§ **Task prompt**
Wherever a picture appears in the listing below, leave it out and reproduce the rest exactly.
== Data shown
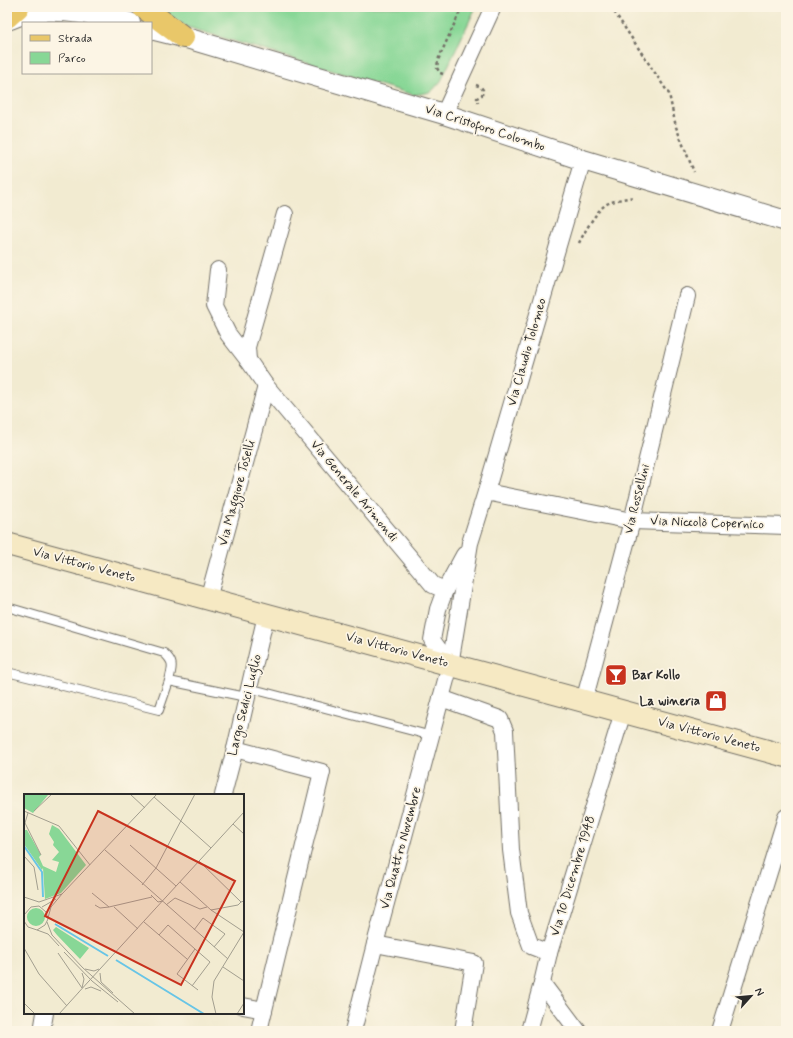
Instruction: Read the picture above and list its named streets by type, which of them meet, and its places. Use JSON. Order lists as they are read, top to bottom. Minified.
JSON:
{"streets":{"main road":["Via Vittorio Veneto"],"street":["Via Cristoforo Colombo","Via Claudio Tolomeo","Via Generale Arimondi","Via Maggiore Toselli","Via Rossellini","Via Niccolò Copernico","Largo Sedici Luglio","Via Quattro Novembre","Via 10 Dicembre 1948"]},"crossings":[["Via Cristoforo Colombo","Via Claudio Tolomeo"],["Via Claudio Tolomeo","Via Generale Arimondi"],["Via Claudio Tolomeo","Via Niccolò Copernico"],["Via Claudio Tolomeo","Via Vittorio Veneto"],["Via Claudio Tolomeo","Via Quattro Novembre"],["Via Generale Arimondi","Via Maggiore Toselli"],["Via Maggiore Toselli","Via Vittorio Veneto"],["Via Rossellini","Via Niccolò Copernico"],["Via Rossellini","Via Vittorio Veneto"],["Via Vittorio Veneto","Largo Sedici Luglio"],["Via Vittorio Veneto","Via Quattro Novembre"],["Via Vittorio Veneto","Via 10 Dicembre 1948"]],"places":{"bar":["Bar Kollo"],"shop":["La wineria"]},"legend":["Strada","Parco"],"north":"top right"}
====
§ **Answer to this task**
Instruction: Read the picture above and list its named streets by type, which of them meet, and its places. Use JSON. Order lists as they are read, top to bottom. Minified.
JSON:
{"streets":{"main road":["Via Vittorio Veneto"],"street":["Via Cristoforo Colombo","Via Claudio Tolomeo","Via Generale Arimondi","Via Maggiore Toselli","Via Rossellini","Via Niccolò Copernico","Largo Sedici Luglio","Via Quattro Novembre","Via 10 Dicembre 1948"]},"crossings":[["Via Cristoforo Colombo","Via Claudio Tolomeo"],["Via Claudio Tolomeo","Via Generale Arimondi"],["Via Claudio Tolomeo","Via Niccolò Copernico"],["Via Claudio Tolomeo","Via Vittorio Veneto"],["Via Claudio Tolomeo","Via Quattro Novembre"],["Via Generale Arimondi","Via Maggiore Toselli"],["Via Maggiore Toselli","Via Vittorio Veneto"],["Via Rossellini","Via Niccolò Copernico"],["Via Rossellini","Via Vittorio Veneto"],["Via Vittorio Veneto","Largo Sedici Luglio"],["Via Vittorio Veneto","Via Quattro Novembre"],["Via Vittorio Veneto","Via 10 Dicembre 1948"]],"places":{"bar":["Bar Kollo"],"shop":["La wineria"]},"legend":["Strada","Parco"],"north":"top right"}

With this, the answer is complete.